Un indicateur en baisse, des signaux contradictoires
Le marché du travail suisse a marqué une inflexion en juin : le taux de chômage déclaré est retombé de 0,1 point pour s'établir à 2,9%. Ce chiffre masque cependant des mouvements contraproduits : alors que le nombre de personnes inscrites comme chômeurs recule sur un mois, celui des demandeurs d'emploi — une catégorie plus large — augmente.
Dans le détail, l'administration fédérale indique une diminution mensuelle du nombre de chômeurs de 1,8% (-2 524 personnes). Sur un an, toutefois, la situation reste nettement plus tendue : le stock de chômeurs a progressé de 8,6% en douze mois.
Jeunes, seniors : trajectoires différentes
Les mouvements varient selon les âges. Les 15-24 ans voient un léger accroissement absolu, de moins de 40 personnes, sans modification notable du taux de chômage qui reste à 2,7%. À l'inverse, les 50-64 ans enregistrent une baisse du taux de 0,1 point, à 2,6%. Ces écarts témoignent d'une insertion parfois plus fragile pour les très jeunes et d'un maintien relatif de l'emploi chez les seniors.
Demandeurs d'emploi et indemnités : deux métriques à considérer
Si le chiffre des chômeurs recule, le nombre des demandeurs d'emploi augmente de 316 personnes, portant le taux correspondant à 4,8%. Cette distinction entre chômeurs et demandeurs d'emploi est cruciale : elle englobe des personnes en recherche active mais pas nécessairement considérées comme chômeures selon les définitions administratives.
- Taux de chômage (juin) : 2,9%
- Baisse mensuelle du nombre de chômeurs : -1,8% (-2 524)
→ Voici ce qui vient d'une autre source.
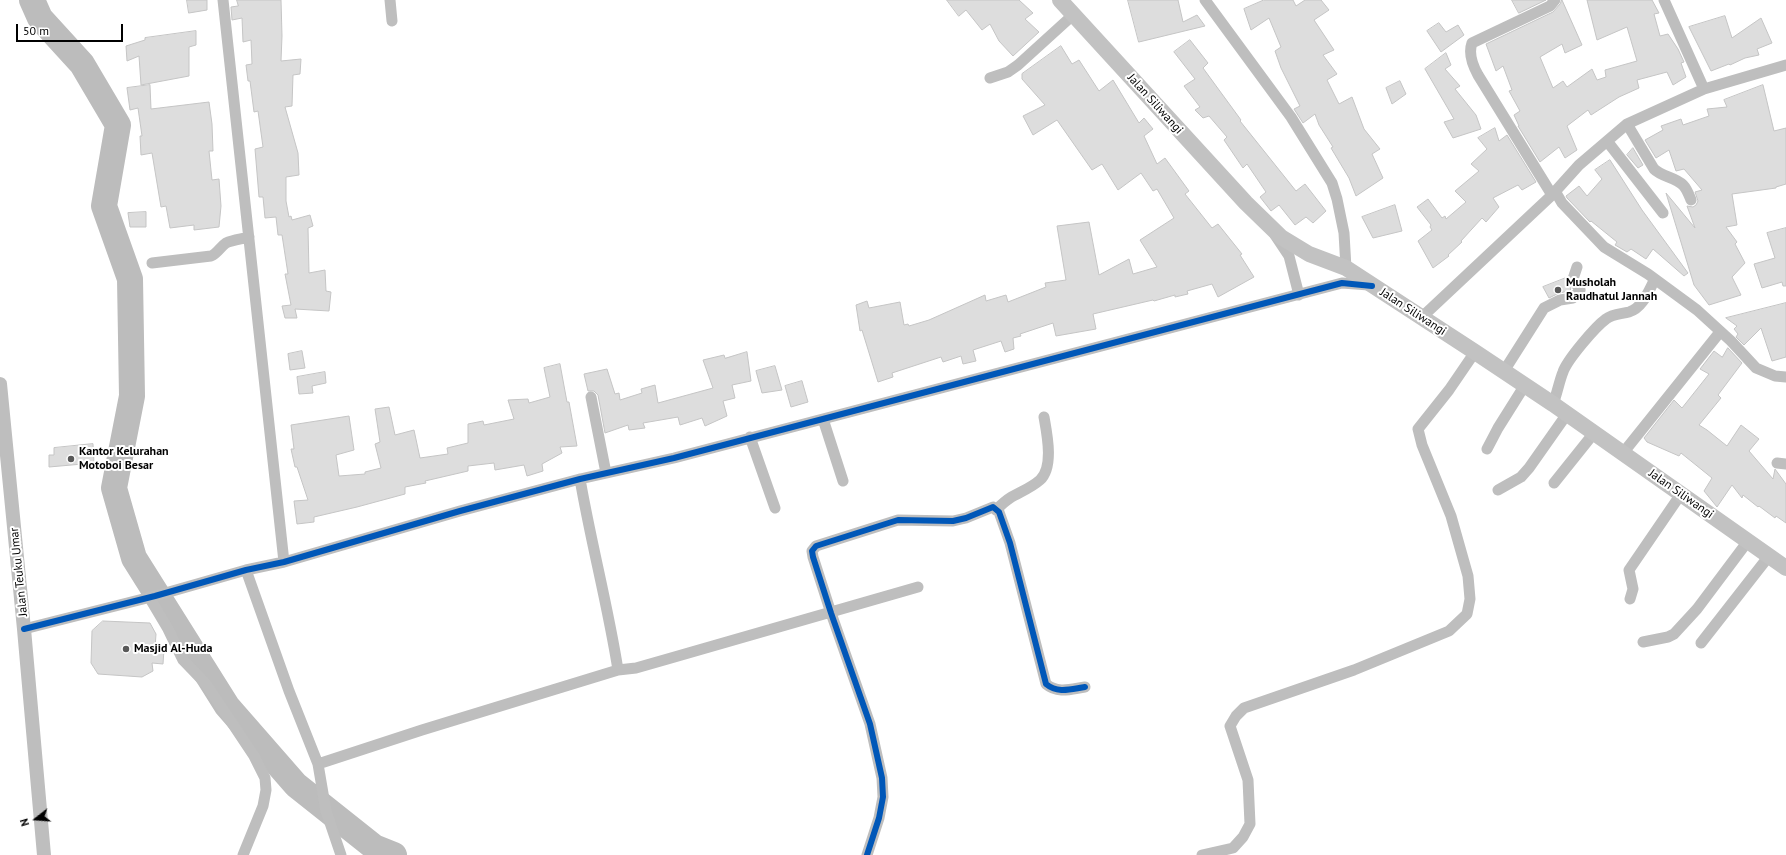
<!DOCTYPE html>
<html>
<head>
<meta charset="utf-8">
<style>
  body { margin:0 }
  #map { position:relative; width:1786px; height:855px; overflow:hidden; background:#fff; font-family:"PT Sans",sans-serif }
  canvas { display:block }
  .north { position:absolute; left:16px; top:799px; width:40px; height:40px; -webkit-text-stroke:3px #fff; paint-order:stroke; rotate:253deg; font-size:11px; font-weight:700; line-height:16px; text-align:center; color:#000 }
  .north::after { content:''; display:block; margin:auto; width:14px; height:18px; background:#000; clip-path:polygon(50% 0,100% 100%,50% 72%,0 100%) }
  .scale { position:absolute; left:16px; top:24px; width:107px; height:18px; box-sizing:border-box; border:2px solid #000; border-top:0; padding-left:5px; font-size:12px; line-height:14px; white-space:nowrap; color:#000; -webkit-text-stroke:3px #fff; paint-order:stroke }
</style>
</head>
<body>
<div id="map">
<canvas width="1786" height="855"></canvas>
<div class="north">N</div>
<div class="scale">50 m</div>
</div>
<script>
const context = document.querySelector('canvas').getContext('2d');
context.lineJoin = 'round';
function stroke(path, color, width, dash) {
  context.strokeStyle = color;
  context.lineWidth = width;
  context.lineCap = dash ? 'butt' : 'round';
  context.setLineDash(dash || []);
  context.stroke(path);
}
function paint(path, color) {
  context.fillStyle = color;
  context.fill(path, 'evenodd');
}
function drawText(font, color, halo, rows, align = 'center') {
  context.font = font + ' "PT Sans",sans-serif';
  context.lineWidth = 4;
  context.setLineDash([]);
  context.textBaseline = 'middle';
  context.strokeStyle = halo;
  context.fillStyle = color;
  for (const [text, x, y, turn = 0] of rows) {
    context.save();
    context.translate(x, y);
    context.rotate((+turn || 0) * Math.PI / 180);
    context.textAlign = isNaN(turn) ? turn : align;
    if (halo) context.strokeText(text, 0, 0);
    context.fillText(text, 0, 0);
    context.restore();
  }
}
stroke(new Path2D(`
  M32,0L40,18L82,64L118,125L104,206L130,279L132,396L114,488L134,558L227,706L296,785L374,847L394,855`), '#bcbcbc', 26);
const building = new Path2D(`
  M187,0H207V10L189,13Z
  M237,0H281L282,36L281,61L301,59L300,74L293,75L292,106L285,107L298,153L299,175L286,177V201L289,217L291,216L292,220L310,215L313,226L308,228L309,273L325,270L326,291L331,292L329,311L295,309L297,318H285L282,306L291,305L285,274H288L282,235H278L276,217L265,218L263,197H259L255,149L263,147L258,111L254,112L250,81H248L246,65L252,64L251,40L243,42L242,18L232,20L231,7L238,6Z
  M947,0H1019L1033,13L1025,19L1039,32L1013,56L999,41L990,24L982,30L966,10L959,16Z
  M1128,0H1178L1183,22L1197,15L1205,26L1139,42Z
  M1264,0H1293L1296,6L1305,0H1321L1329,10L1314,20L1334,50L1323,55L1337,74L1327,80L1339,104L1352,97L1364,129L1380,149L1372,154L1383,178L1356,196L1349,178L1331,148L1333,147L1319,125L1315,114L1303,123L1294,109L1300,106L1281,68L1275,51L1281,47L1269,18L1251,30L1244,9Z
  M1512,0H1546L1519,13Z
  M1562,0L1582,45L1565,53L1562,44L1540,57L1553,88L1563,81L1567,87L1592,69L1597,80L1606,77L1605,70L1637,61L1627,27L1597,40L1587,0H1652L1659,13L1654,14L1660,36L1668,34L1678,49L1684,62L1681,63L1686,77L1673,85L1667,72L1637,80L1639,88L1619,97L1591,115L1588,110L1567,126L1577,150L1565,158L1559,147L1540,162L1518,126H1519L1514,115L1520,111L1509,91L1512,90L1503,66L1496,71L1486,44L1553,12L1560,4Z
  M1725,16L1732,38L1761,18L1772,43L1757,49L1759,55L1745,58L1730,65L1729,64L1711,71L1689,27Z
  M1439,23L1446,32L1458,25L1464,35L1441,52L1427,31Z
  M196,31V45L189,47V76L141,85L139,56L127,61L126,46L145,40V38Z
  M1190,40L1208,63L1203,68L1241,120L1240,121L1296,191L1305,184L1326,211L1313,223L1306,217L1295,225L1279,205L1271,211L1260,197L1266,192L1247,164L1243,168L1224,140L1227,137L1209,116L1203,118L1195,110L1200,107L1184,86L1195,79L1174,52Z
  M1061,46L1072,64L1079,60L1099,91L1113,80L1139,123L1144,118L1153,129L1144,136L1157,164L1165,158L1189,191L1185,194L1212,228L1218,224L1242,254L1240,255L1254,277L1218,297L1212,284L1187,291L1188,294L1175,297V295L1154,301L1153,300L1093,314L1096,329L1056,336L1053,323L1020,334L1021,336L1013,338L1014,349L1005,352L1001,341L973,350L976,361L963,364L961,356L943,362L941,357L892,373L893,377L878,382L862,330L860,331L856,305L867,301L869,308L900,302L904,325L908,324L909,326L929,320L985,295L986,301L1006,295L1008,302L1046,287L1045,283L1066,280L1057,226L1089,222L1099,275L1129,259L1133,274L1157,267L1140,240L1174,218L1157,189L1153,191L1141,173L1118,190L1102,164L1092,170L1057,120L1033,135L1023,116L1045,105L1022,79V74Z
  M1446,53L1451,65L1445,69L1460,86L1455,89L1476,115L1481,129L1453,138L1444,122L1454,119L1425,69Z
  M1400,81L1406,94L1392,104L1386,88Z
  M150,85L151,109L209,102L212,124L213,151H209L212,180L219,179L221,206L219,227L194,230V225L170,228L166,206L161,207L152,153L141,155L140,136H142L138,108L130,110L127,88Z
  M1763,85L1774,131L1786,128V184L1776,187V188L1732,194L1737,225L1726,227L1737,242L1735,244L1745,263L1732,277L1741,295L1709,305L1694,285L1666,193L1695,228L1687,206L1693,207L1696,205L1698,201L1695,192L1702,190L1684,169L1676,171L1669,150L1656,158L1645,140L1663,130L1661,126L1681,119L1683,125L1709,116L1707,109L1727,107L1724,100Z
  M1495,128L1499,141L1507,135L1536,182L1522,190L1518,185L1493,198L1499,207L1486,222L1482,218L1461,241L1462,242L1448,255L1449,256L1433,268L1418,241L1432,230L1430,227L1431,225L1417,207L1428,199L1442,218L1445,216L1446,219L1466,202L1455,191L1479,171L1471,164L1487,149L1478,138Z
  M1633,148L1643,165L1638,168L1627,155Z
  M1610,160L1642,210L1688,273L1684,276L1653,249L1646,259L1631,249L1627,252L1615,245L1617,242L1591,221L1590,222L1567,198L1566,196L1579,186L1587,196L1602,179L1595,170Z
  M1395,205L1402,231L1373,238L1362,217Z
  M146,212V227H130L128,213Z
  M1786,228V286H1783L1782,282L1762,288L1754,264L1775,258L1767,233Z
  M1566,278L1567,282L1571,289L1569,291L1559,293L1549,298L1543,287Z
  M1786,303V357L1772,361L1761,328L1744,345L1736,337L1738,334L1734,329L1737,326L1726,318Z
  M1728,348L1742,363L1718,395L1721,398L1699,425L1707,430L1727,446L1741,425L1759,439L1749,451L1773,479L1775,469L1786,484V523L1776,516L1775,518L1759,506L1758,507L1743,495L1742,498L1732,485L1717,507L1704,491L1712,478L1681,453L1679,456L1647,442L1644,438L1674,400L1682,408L1709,374L1700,369L1714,351L1722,357Z
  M302,351L305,368L290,370L288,354Z
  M747,352L751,381L732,385L735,398L723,401L727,416L705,426L702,418L680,425L678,417L643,423L645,428L629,430L628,425L605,433L598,395L594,391H588L584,374L607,369L615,394L619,393L620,400L642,393L641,389L655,385L658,403L713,388L703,360L724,355L725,358Z
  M560,364L567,402H569L577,446L560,447L562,453L542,464L543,471L527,476L524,465L495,470L494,463L468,466V471L425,481L426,483L405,487V494L357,507L314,517V522L297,524L294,501L308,500L297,467H295L291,449H294L291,425L349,416L354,450L336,455L339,476L365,474V472L381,468L375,444L380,442L375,409L389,407L395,435L414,430L420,458L448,454L447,448L468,443V424L483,421L484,425L514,419L508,400L528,399L529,403L550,397L544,368Z
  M775,366L782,390L762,393L756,371Z
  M325,372L326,383L312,386L313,393L299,394L297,377Z
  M802,381L808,402L791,407L785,386Z
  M93,444L94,463L49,467V455H54V448Z
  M103,621L150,623L156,634L155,648L164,649L163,664L152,663L153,671L142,677L98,674L91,663L92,631Z`);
paint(building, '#ddd');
stroke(building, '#c5c5c5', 1);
stroke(new Path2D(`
  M223,0L284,562
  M390,0L392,21
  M1205,0L1291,117L1332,183L1337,199L1344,233L1346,268
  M1664,0L1704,89
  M990,78L1008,72L1018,65L1073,15
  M1627,124L1654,169C1662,177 1675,177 1683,185C1687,189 1689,195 1691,200
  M1607,141L1663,213
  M1555,191L1562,203L1604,247L1648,274L1697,310L1731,341L1756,368L1775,376L1786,377
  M1552,195L1478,75C1473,66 1468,54 1472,43L1550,6L1555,0
  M1275,235L1289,256L1299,295
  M152,263L211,256C218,253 220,247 226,243C233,240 242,239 249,237
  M1422,317L1552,195L1579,165L1627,124L1704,89L1786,65
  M1504,371L1544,308L1560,300L1573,298L1580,290L1573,279L1577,267
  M591,397L606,473
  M1553,404C1557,394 1559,382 1563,372C1567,360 1595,327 1606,319C1612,314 1621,314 1629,312C1643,308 1649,290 1655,279
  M823,419L843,481
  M750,437L775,508
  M1487,449L1498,428L1525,385
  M1623,453L1720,332
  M1777,463L1786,464
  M1554,483L1594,433
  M1498,490L1521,477L1529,468L1567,414
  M996,510C1000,506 1005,501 1010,498C1020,492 1031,488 1040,480C1054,467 1047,434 1044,417
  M246,570L289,691L318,764L326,811L341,855
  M149,597L168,629L183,660L206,684L254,756L265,778L266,790L263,806L243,855
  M1630,599L1633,589L1629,570L1681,494
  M24,629L155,596L246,570L284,562L460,511L580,479L674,458L1342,283L1369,285
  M1643,642L1668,637L1674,634L1697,609L1748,541
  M1701,643L1769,556
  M618,670L636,668L671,658L918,587
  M318,764L422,730L618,670C608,606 591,543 580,479
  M867,855L879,818L883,797L882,778L870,724L831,613L813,557L812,551L816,546L898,520L953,521L966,518L993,507L999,512L1010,543L1046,684C1058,694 1071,689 1085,687
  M1202,855L1233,848L1243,837L1250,824L1248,780L1230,726L1236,716L1244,708L1354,670L1449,631L1467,614L1470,599L1468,576L1451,516L1422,445L1418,429L1449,390L1475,352`), '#bebebe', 11);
stroke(new Path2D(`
  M0,384L24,629L44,855`), '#bebebe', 14);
stroke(new Path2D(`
  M1060,0L1246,203L1281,237L1309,254L1346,268L1475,352L1553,404L1786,568`), '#c2c2c2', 16);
stroke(new Path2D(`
  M24,629L155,596L246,570L284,562L460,511L580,479L674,458L1342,283L1372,286
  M867,855L879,818L883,797L882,778L870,724L831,613L813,557L812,551L816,546L898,520L953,521L966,518L993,507L999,512L1010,543L1046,684C1058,694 1071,689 1085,687`), '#0057b8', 6);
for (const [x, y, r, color] of [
  [1558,290,4,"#595959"],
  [71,459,4,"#595959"],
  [126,649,4,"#595959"]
]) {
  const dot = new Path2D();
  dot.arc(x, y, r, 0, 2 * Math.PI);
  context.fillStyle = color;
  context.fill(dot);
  stroke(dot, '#fff', 1.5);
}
drawText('12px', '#000', '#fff', [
  ["Jalan Siliwangi",1155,104,48],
  ["Jalan Siliwangi",1413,312,33],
  ["Jalan Siliwangi",1681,494,35],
  ["Jalan Teuku Umar",19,572,-96]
]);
drawText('bold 12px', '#000', '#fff', [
  ["Musholah",1566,283],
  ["Raudhatul Jannah",1566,297],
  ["Kantor Kelurahan",79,452],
  ["Motoboi Besar",79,466],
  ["Masjid Al-Huda",134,649]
], 'left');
</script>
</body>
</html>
- Variation annuelle : +8,6% de chômeurs sur un an
- Demandeurs d'emploi : +316 personnes, taux à 4,8%
| Indicateur | Valeur | Évolution |
|---|---|---|
| Taux de chômage (juin) | 2,9% | -0,1 pt / mois |
| Chômeurs (nombre) | Variation mensuelle : -2 524 | -1,8% / mois |
| Demandeurs d'emploi | Taux : 4,8% | +316 personnes |
Ce que ces chiffres impliquent pour les actifs et les employeurs
Pour les salariés et les chercheurs d'emploi, la baisse du taux officiel est un signal positif, mais la hausse des demandeurs d'emploi rappelle que l'amélioration n'est pas homogène : certaines personnes peuvent rester éloignées de l'emploi ou n'être inscrites que partiellement. Pour les entreprises, ces données suggèrent un marché où l'offre de travail existe, mais où la pénurie de compétences ou les inadéquations entre profils et postes peuvent persister.
Enfin, les données relatives aux prestations montrent une légère décrue du nombre de personnes ayant épuisé leurs droits à l'allocation en avril : 2 569 bénéficiaires, soit 68 de moins sur un mois. Cela indique une détente, mais limitée, sur les fins de droits.
Au global, si le taux de chômage officiel repasse sous la barre des 3% en juin, la lecture fine des séries révèle des fragilités : fluctuations saisonnières, écarts par tranche d'âge et élargissement des effectifs aux statuts périphériques au chômage. Pour les décideurs comme pour les entreprises, l'enjeu reste d'ajuster offres de formation et politiques d'emploi face à ces décalages.